Problem to solve. Retype the whole of the data exactly.

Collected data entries

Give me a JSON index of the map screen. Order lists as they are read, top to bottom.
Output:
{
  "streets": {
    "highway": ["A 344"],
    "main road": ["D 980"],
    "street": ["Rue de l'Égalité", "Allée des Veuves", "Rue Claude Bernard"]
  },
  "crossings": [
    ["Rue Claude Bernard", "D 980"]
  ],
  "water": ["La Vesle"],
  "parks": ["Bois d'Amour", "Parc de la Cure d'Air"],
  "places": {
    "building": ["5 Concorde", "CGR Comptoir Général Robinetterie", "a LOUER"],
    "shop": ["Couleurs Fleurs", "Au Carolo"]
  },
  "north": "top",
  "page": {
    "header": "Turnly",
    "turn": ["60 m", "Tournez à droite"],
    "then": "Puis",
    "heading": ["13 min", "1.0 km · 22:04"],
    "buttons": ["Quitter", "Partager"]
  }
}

Result for this task.
Give me a JSON index of the map screen. Order lists as they are read, top to bottom.
Output:
{
  "streets": {
    "highway": ["A 344"],
    "main road": ["D 980"],
    "street": ["Rue de l'Égalité", "Allée des Veuves", "Rue Claude Bernard"]
  },
  "crossings": [
    ["Rue Claude Bernard", "D 980"]
  ],
  "water": ["La Vesle"],
  "parks": ["Bois d'Amour", "Parc de la Cure d'Air"],
  "places": {
    "building": ["5 Concorde", "CGR Comptoir Général Robinetterie", "a LOUER"],
    "shop": ["Couleurs Fleurs", "Au Carolo"]
  },
  "north": "top",
  "page": {
    "header": "Turnly",
    "turn": ["60 m", "Tournez à droite"],
    "then": "Puis",
    "heading": ["13 min", "1.0 km · 22:04"],
    "buttons": ["Quitter", "Partager"]
  }
}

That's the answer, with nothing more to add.